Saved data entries
== Segment start ==
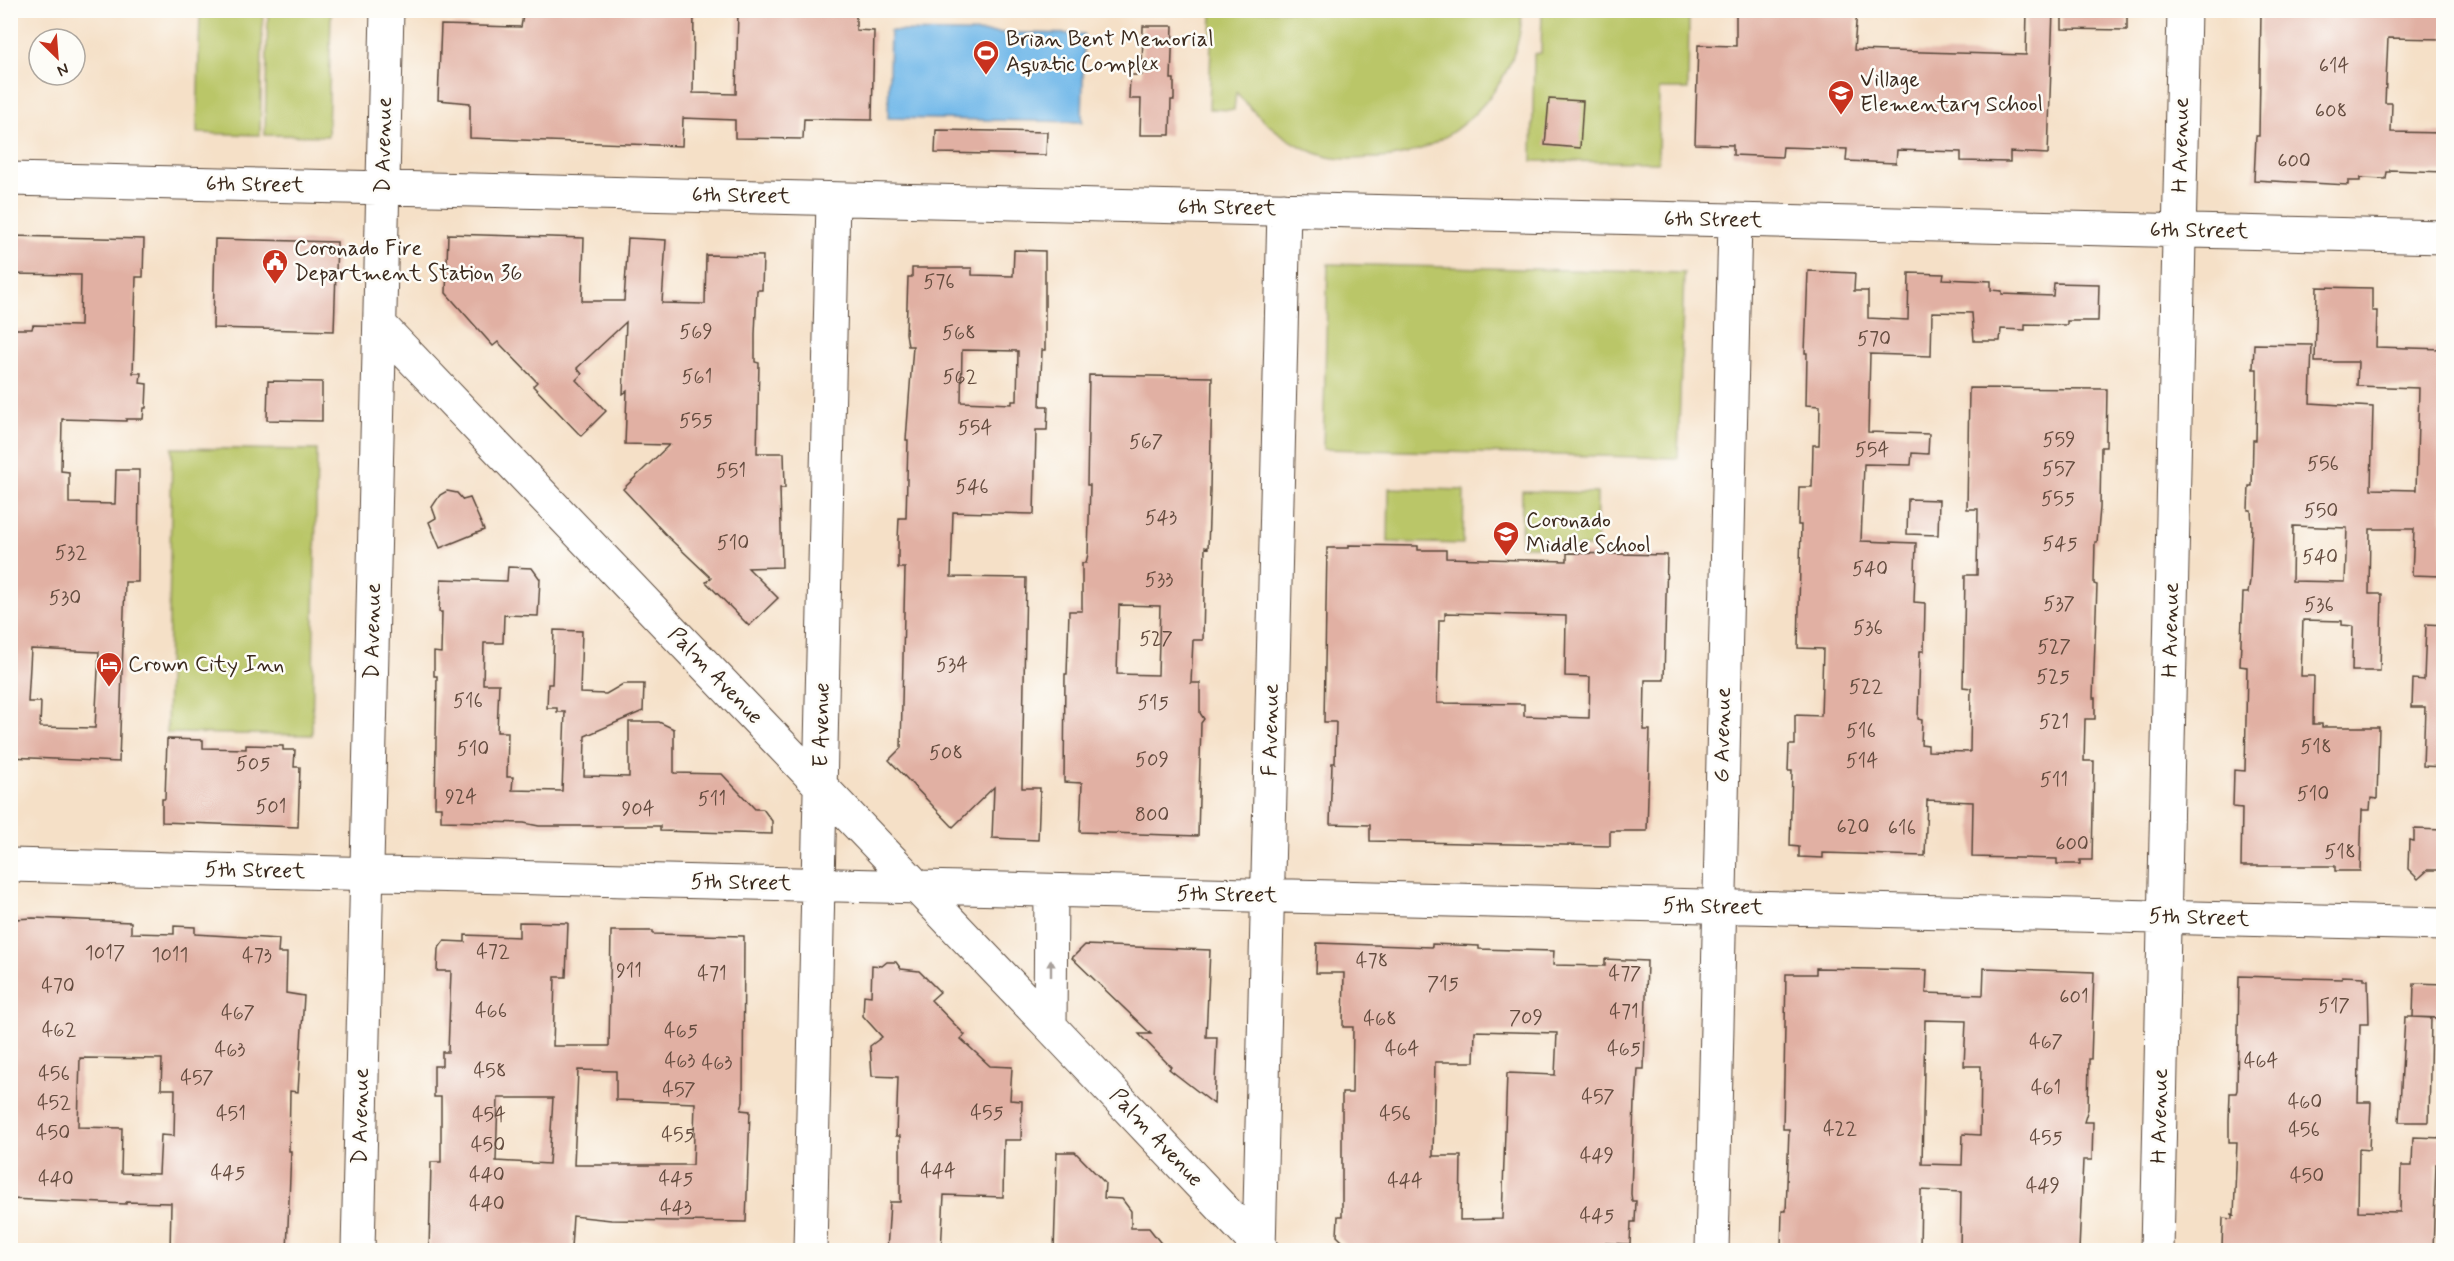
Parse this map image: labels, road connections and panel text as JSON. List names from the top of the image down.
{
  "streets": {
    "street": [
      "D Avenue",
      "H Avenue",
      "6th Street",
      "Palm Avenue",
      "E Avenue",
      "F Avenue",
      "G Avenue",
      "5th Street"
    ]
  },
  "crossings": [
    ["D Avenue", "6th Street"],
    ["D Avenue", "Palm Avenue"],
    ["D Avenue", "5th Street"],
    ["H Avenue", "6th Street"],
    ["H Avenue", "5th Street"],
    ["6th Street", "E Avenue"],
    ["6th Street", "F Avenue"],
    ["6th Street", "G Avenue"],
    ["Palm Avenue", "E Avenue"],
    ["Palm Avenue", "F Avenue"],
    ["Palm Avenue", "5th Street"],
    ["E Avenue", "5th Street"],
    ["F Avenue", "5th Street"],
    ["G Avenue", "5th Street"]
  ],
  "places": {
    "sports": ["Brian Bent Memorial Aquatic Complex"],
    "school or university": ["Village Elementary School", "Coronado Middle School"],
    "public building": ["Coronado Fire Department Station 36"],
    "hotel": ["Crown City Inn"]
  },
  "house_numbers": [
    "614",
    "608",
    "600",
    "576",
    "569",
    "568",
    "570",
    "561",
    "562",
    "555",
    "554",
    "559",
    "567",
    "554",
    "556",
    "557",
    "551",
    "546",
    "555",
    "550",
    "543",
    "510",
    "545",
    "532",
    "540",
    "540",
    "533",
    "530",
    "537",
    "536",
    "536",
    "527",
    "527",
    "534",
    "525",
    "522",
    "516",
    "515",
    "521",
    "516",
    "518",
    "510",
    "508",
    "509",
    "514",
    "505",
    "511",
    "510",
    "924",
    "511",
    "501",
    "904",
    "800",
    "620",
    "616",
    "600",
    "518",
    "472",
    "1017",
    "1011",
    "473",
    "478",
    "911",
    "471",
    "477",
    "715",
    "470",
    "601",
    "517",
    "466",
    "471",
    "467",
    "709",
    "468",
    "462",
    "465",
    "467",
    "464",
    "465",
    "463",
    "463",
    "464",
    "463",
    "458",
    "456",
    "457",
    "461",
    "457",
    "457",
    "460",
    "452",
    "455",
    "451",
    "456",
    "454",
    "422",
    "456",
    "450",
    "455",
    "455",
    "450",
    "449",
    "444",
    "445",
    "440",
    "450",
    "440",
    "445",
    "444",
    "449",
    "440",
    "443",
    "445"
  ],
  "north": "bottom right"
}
== Segment end ==
Respond with nothing but the number of lines in the entries that contain the string "Palm".

Answer to this exercise:
5